◆ **To do**
With nothing added and nothing dropped, write out all of the entries below.

◆ **Information provided**
-- -- --

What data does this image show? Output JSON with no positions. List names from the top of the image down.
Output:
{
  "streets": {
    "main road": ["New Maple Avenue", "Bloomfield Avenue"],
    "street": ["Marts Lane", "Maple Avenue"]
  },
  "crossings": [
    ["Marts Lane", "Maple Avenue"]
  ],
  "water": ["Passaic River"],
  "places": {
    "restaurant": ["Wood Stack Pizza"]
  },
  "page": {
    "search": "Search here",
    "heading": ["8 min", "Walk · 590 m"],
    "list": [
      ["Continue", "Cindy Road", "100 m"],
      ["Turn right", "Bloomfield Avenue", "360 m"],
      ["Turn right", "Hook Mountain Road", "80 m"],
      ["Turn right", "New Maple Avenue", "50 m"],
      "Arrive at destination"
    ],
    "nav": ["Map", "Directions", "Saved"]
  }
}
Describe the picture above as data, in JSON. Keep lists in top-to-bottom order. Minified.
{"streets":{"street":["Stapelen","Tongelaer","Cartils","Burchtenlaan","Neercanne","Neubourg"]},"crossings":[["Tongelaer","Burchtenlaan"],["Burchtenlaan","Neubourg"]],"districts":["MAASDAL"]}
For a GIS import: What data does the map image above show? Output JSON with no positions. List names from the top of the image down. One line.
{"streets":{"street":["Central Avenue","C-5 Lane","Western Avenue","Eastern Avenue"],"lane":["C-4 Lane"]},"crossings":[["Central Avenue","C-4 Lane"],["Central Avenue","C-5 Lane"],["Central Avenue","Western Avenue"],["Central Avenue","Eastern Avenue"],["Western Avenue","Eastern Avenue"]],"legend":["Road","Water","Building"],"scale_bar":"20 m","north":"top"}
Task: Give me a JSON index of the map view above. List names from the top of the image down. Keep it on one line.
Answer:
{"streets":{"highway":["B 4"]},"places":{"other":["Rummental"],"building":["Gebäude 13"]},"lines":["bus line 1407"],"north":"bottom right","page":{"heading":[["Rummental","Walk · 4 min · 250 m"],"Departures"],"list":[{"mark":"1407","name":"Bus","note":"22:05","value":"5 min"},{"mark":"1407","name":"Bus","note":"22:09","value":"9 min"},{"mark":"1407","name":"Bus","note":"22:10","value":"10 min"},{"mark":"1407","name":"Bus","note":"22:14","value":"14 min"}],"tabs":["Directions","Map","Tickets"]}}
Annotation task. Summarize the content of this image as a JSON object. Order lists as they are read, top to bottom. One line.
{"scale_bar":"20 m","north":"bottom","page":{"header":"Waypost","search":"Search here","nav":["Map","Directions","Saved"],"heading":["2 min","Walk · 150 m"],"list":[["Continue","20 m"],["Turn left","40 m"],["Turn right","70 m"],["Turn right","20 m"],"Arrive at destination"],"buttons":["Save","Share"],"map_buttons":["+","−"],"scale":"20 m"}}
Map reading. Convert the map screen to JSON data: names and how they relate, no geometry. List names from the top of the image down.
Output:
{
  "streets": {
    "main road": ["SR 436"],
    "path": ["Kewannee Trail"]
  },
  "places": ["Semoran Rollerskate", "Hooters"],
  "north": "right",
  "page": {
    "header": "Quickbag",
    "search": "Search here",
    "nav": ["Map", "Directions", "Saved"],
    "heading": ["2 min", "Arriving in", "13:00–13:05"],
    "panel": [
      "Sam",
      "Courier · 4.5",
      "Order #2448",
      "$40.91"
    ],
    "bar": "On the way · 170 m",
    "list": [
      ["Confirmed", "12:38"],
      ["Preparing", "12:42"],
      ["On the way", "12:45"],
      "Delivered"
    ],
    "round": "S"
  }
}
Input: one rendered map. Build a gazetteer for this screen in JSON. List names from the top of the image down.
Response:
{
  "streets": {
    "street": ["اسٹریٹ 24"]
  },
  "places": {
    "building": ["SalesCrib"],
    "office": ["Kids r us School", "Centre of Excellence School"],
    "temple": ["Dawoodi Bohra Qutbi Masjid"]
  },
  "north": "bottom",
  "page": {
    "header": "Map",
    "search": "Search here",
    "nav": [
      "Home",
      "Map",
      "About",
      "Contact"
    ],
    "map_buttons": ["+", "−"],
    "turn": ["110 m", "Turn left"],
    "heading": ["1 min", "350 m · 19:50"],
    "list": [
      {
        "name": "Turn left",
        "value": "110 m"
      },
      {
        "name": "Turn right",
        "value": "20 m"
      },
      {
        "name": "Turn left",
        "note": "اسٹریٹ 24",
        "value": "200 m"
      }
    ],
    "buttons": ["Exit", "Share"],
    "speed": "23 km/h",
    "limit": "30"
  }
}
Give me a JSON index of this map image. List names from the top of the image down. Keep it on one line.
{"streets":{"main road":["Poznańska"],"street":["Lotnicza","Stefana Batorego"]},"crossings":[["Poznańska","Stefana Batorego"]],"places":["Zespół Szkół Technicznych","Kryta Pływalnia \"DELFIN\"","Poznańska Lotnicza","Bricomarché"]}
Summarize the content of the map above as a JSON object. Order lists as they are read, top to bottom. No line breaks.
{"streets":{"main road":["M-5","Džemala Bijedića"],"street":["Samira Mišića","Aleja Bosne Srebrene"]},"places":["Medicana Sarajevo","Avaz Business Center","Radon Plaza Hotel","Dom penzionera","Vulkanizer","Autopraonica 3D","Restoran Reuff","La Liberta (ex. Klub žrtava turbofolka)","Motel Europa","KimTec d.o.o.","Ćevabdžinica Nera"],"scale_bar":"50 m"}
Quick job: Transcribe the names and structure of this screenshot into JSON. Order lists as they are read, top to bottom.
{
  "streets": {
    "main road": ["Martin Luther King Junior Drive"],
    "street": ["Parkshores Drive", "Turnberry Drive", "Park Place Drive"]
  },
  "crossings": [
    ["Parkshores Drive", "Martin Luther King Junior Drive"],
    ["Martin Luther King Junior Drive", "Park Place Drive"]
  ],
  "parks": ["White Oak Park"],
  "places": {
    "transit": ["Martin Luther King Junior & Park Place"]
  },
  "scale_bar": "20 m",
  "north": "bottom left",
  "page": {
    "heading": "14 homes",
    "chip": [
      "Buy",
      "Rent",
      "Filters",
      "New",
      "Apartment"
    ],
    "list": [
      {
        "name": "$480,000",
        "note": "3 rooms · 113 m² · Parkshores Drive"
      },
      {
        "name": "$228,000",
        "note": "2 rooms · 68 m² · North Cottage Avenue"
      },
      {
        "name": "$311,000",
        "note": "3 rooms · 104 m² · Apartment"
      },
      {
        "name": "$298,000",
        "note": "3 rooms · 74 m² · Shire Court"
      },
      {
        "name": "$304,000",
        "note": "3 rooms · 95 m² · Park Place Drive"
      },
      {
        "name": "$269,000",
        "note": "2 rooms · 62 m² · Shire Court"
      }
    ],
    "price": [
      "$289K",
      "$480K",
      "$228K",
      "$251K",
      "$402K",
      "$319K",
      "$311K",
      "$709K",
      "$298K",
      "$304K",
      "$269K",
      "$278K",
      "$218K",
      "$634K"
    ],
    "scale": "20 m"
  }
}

-- -- --

◆ **Task solution**
What data does this image show? Output JSON with no positions. List names from the top of the image down.
Output:
{
  "streets": {
    "main road": ["New Maple Avenue", "Bloomfield Avenue"],
    "street": ["Marts Lane", "Maple Avenue"]
  },
  "crossings": [
    ["Marts Lane", "Maple Avenue"]
  ],
  "water": ["Passaic River"],
  "places": {
    "restaurant": ["Wood Stack Pizza"]
  },
  "page": {
    "search": "Search here",
    "heading": ["8 min", "Walk · 590 m"],
    "list": [
      ["Continue", "Cindy Road", "100 m"],
      ["Turn right", "Bloomfield Avenue", "360 m"],
      ["Turn right", "Hook Mountain Road", "80 m"],
      ["Turn right", "New Maple Avenue", "50 m"],
      "Arrive at destination"
    ],
    "nav": ["Map", "Directions", "Saved"]
  }
}
Describe the picture above as data, in JSON. Keep lists in top-to-bottom order. Minified.
{"streets":{"street":["Stapelen","Tongelaer","Cartils","Burchtenlaan","Neercanne","Neubourg"]},"crossings":[["Tongelaer","Burchtenlaan"],["Burchtenlaan","Neubourg"]],"districts":["MAASDAL"]}
For a GIS import: What data does the map image above show? Output JSON with no positions. List names from the top of the image down. One line.
{"streets":{"street":["Central Avenue","C-5 Lane","Western Avenue","Eastern Avenue"],"lane":["C-4 Lane"]},"crossings":[["Central Avenue","C-4 Lane"],["Central Avenue","C-5 Lane"],["Central Avenue","Western Avenue"],["Central Avenue","Eastern Avenue"],["Western Avenue","Eastern Avenue"]],"legend":["Road","Water","Building"],"scale_bar":"20 m","north":"top"}
Task: Give me a JSON index of the map view above. List names from the top of the image down. Keep it on one line.
Answer:
{"streets":{"highway":["B 4"]},"places":{"other":["Rummental"],"building":["Gebäude 13"]},"lines":["bus line 1407"],"north":"bottom right","page":{"heading":[["Rummental","Walk · 4 min · 250 m"],"Departures"],"list":[{"mark":"1407","name":"Bus","note":"22:05","value":"5 min"},{"mark":"1407","name":"Bus","note":"22:09","value":"9 min"},{"mark":"1407","name":"Bus","note":"22:10","value":"10 min"},{"mark":"1407","name":"Bus","note":"22:14","value":"14 min"}],"tabs":["Directions","Map","Tickets"]}}
Annotation task. Summarize the content of this image as a JSON object. Order lists as they are read, top to bottom. One line.
{"scale_bar":"20 m","north":"bottom","page":{"header":"Waypost","search":"Search here","nav":["Map","Directions","Saved"],"heading":["2 min","Walk · 150 m"],"list":[["Continue","20 m"],["Turn left","40 m"],["Turn right","70 m"],["Turn right","20 m"],"Arrive at destination"],"buttons":["Save","Share"],"map_buttons":["+","−"],"scale":"20 m"}}
Map reading. Convert the map screen to JSON data: names and how they relate, no geometry. List names from the top of the image down.
Output:
{
  "streets": {
    "main road": ["SR 436"],
    "path": ["Kewannee Trail"]
  },
  "places": ["Semoran Rollerskate", "Hooters"],
  "north": "right",
  "page": {
    "header": "Quickbag",
    "search": "Search here",
    "nav": ["Map", "Directions", "Saved"],
    "heading": ["2 min", "Arriving in", "13:00–13:05"],
    "panel": [
      "Sam",
      "Courier · 4.5",
      "Order #2448",
      "$40.91"
    ],
    "bar": "On the way · 170 m",
    "list": [
      ["Confirmed", "12:38"],
      ["Preparing", "12:42"],
      ["On the way", "12:45"],
      "Delivered"
    ],
    "round": "S"
  }
}
Input: one rendered map. Build a gazetteer for this screen in JSON. List names from the top of the image down.
Response:
{
  "streets": {
    "street": ["اسٹریٹ 24"]
  },
  "places": {
    "building": ["SalesCrib"],
    "office": ["Kids r us School", "Centre of Excellence School"],
    "temple": ["Dawoodi Bohra Qutbi Masjid"]
  },
  "north": "bottom",
  "page": {
    "header": "Map",
    "search": "Search here",
    "nav": [
      "Home",
      "Map",
      "About",
      "Contact"
    ],
    "map_buttons": ["+", "−"],
    "turn": ["110 m", "Turn left"],
    "heading": ["1 min", "350 m · 19:50"],
    "list": [
      {
        "name": "Turn left",
        "value": "110 m"
      },
      {
        "name": "Turn right",
        "value": "20 m"
      },
      {
        "name": "Turn left",
        "note": "اسٹریٹ 24",
        "value": "200 m"
      }
    ],
    "buttons": ["Exit", "Share"],
    "speed": "23 km/h",
    "limit": "30"
  }
}
Give me a JSON index of this map image. List names from the top of the image down. Keep it on one line.
{"streets":{"main road":["Poznańska"],"street":["Lotnicza","Stefana Batorego"]},"crossings":[["Poznańska","Stefana Batorego"]],"places":["Zespół Szkół Technicznych","Kryta Pływalnia \"DELFIN\"","Poznańska Lotnicza","Bricomarché"]}
Summarize the content of the map above as a JSON object. Order lists as they are read, top to bottom. No line breaks.
{"streets":{"main road":["M-5","Džemala Bijedića"],"street":["Samira Mišića","Aleja Bosne Srebrene"]},"places":["Medicana Sarajevo","Avaz Business Center","Radon Plaza Hotel","Dom penzionera","Vulkanizer","Autopraonica 3D","Restoran Reuff","La Liberta (ex. Klub žrtava turbofolka)","Motel Europa","KimTec d.o.o.","Ćevabdžinica Nera"],"scale_bar":"50 m"}
Quick job: Transcribe the names and structure of this screenshot into JSON. Order lists as they are read, top to bottom.
{
  "streets": {
    "main road": ["Martin Luther King Junior Drive"],
    "street": ["Parkshores Drive", "Turnberry Drive", "Park Place Drive"]
  },
  "crossings": [
    ["Parkshores Drive", "Martin Luther King Junior Drive"],
    ["Martin Luther King Junior Drive", "Park Place Drive"]
  ],
  "parks": ["White Oak Park"],
  "places": {
    "transit": ["Martin Luther King Junior & Park Place"]
  },
  "scale_bar": "20 m",
  "north": "bottom left",
  "page": {
    "heading": "14 homes",
    "chip": [
      "Buy",
      "Rent",
      "Filters",
      "New",
      "Apartment"
    ],
    "list": [
      {
        "name": "$480,000",
        "note": "3 rooms · 113 m² · Parkshores Drive"
      },
      {
        "name": "$228,000",
        "note": "2 rooms · 68 m² · North Cottage Avenue"
      },
      {
        "name": "$311,000",
        "note": "3 rooms · 104 m² · Apartment"
      },
      {
        "name": "$298,000",
        "note": "3 rooms · 74 m² · Shire Court"
      },
      {
        "name": "$304,000",
        "note": "3 rooms · 95 m² · Park Place Drive"
      },
      {
        "name": "$269,000",
        "note": "2 rooms · 62 m² · Shire Court"
      }
    ],
    "price": [
      "$289K",
      "$480K",
      "$228K",
      "$251K",
      "$402K",
      "$319K",
      "$311K",
      "$709K",
      "$298K",
      "$304K",
      "$269K",
      "$278K",
      "$218K",
      "$634K"
    ],
    "scale": "20 m"
  }
}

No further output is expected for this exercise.